*Task details:* Repeat, line for line, the entries printed below.

*Extracted material:*
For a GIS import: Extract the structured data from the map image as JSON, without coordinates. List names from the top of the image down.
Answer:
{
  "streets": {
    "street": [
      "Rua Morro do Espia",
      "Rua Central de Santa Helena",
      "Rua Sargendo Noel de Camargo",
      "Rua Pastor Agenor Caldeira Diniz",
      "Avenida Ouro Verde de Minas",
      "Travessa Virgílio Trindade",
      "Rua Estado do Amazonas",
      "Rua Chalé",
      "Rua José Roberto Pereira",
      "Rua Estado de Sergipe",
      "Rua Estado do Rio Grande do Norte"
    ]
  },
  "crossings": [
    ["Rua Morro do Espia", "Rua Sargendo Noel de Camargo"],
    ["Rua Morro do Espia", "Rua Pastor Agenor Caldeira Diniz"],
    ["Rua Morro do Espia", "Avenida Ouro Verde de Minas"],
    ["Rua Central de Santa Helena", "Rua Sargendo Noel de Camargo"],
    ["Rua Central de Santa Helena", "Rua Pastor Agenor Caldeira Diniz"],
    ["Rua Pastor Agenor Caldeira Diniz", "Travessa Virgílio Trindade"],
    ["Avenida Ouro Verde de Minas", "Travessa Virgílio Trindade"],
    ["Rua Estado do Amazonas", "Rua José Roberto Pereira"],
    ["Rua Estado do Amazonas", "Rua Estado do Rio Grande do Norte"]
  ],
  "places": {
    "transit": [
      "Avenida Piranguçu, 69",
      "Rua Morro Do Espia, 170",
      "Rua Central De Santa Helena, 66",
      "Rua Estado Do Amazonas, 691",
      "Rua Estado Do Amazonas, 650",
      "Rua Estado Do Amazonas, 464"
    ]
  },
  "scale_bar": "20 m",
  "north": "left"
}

*Finished task:*
For a GIS import: Extract the structured data from the map image as JSON, without coordinates. List names from the top of the image down.
Answer:
{
  "streets": {
    "street": [
      "Rua Morro do Espia",
      "Rua Central de Santa Helena",
      "Rua Sargendo Noel de Camargo",
      "Rua Pastor Agenor Caldeira Diniz",
      "Avenida Ouro Verde de Minas",
      "Travessa Virgílio Trindade",
      "Rua Estado do Amazonas",
      "Rua Chalé",
      "Rua José Roberto Pereira",
      "Rua Estado de Sergipe",
      "Rua Estado do Rio Grande do Norte"
    ]
  },
  "crossings": [
    ["Rua Morro do Espia", "Rua Sargendo Noel de Camargo"],
    ["Rua Morro do Espia", "Rua Pastor Agenor Caldeira Diniz"],
    ["Rua Morro do Espia", "Avenida Ouro Verde de Minas"],
    ["Rua Central de Santa Helena", "Rua Sargendo Noel de Camargo"],
    ["Rua Central de Santa Helena", "Rua Pastor Agenor Caldeira Diniz"],
    ["Rua Pastor Agenor Caldeira Diniz", "Travessa Virgílio Trindade"],
    ["Avenida Ouro Verde de Minas", "Travessa Virgílio Trindade"],
    ["Rua Estado do Amazonas", "Rua José Roberto Pereira"],
    ["Rua Estado do Amazonas", "Rua Estado do Rio Grande do Norte"]
  ],
  "places": {
    "transit": [
      "Avenida Piranguçu, 69",
      "Rua Morro Do Espia, 170",
      "Rua Central De Santa Helena, 66",
      "Rua Estado Do Amazonas, 691",
      "Rua Estado Do Amazonas, 650",
      "Rua Estado Do Amazonas, 464"
    ]
  },
  "scale_bar": "20 m",
  "north": "left"
}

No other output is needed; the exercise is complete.